I am just glad that I did my time and was able to get my piece of ground a few miles away from where I grew up a few years earlier than my goal thanks to a contract and pension as part of our company merging when it did.


----------



## 50ShadesOfDirt (Nov 11, 2018)

When I went to the local park swimming pool as a high school kid, and saw all the swimsuit styles, I said "who do I pay to become a lifeguard?". It turns out that they paid me to be one. That was pretty much my best job ever ... I did it for as many summers as I could.

Among many other careers, I also am a volunteer firefighter ... luckily, I've never had to save a life doing this; whereas, as a lifeguard, I saved people several times a month. Lifeguards might be the lowest-paid heroes out there ...

For me, all the careers between lifeguard and now current homesteader are just filler ... they paid the bills for many years but left me with not much money for all the effort. I didn't really start enjoying my work until I focused everything on getting onto our homestead.
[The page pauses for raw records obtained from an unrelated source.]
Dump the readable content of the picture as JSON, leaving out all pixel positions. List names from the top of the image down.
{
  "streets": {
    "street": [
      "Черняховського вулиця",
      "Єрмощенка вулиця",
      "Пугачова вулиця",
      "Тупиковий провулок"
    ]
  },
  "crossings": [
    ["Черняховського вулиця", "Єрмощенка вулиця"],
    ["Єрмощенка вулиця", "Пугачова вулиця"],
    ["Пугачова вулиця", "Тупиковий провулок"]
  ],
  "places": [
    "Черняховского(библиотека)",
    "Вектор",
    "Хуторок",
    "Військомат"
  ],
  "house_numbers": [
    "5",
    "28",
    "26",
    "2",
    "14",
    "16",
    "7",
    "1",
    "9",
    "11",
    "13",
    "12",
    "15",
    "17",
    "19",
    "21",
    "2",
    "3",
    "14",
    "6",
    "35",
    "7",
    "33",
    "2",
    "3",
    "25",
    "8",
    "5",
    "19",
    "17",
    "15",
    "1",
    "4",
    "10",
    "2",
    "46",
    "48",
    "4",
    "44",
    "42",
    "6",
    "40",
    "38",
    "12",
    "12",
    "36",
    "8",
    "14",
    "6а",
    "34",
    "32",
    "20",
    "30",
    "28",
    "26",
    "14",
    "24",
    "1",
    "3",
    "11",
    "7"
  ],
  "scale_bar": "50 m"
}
When I did, I gained control over my life, my income, and am now doing what I want to do, vs what someone thinks I should do. I had to bail on the employment system, which successfully held me in place as a cog for decades.

I think the world would be a better place if everyone had the ability to focus on what they can do best, vs what an employer wants them to do, just to pay the bills. During this crazy year, the employment system has fallen apart for so many ... I'm not sure at all that my kids should join such a system.

Perhaps something like this:








America’s Favorite Anarchist Thinks Most US Workers Are Wage Slaves


Bureaucrats pushing paper decide what we and our work are worth. But ironically, Graeber suggests, it’s those bureaucrats who perform the most meaningless work.




www.businessinsider.com





Yes, I dislike the word "slave" ... just couldn't find a similar article without it in there.


----------



## Scott SW Ohio (Sep 20, 2003)

For a year and a half I was power plant engineer in Hillsdale, Michigan. We had five stationary diesel engine generator sets that would put out a bit more than 20 megawatts when needed, which was about 30 days a year. The rest of the time we kept the plant tidy and did routine equipment maintenance. I got to learn about power production and distribution, which is pretty interesting, and we had a clear-cut community mission but we were rarely harried in carrying it out. There were nine hourly operators who were very self-directed, so the people management part of that job was never a headache.

The power plant was literally a stone's throw from Baw Beese Lake and a half mile from our house. I was able to walk or bike to work, and at lunch I could take a book into the park alongside the lake and read it under the oak trees. From my office window I could see ducks bobbing around in a little bay. It was pretty idyllic. But the thing I liked the best is that I had an identity in Hillsdale - I was the power plant engineer.


----------



## Evons hubby (Oct 3, 2005)

My best job was when I worked in real estate. No real work involved, poor wages but it put me in a great position for investing. I started out with nothing and in just 11 years was able to retire comfortably. Not only that but we had loads of fun!


----------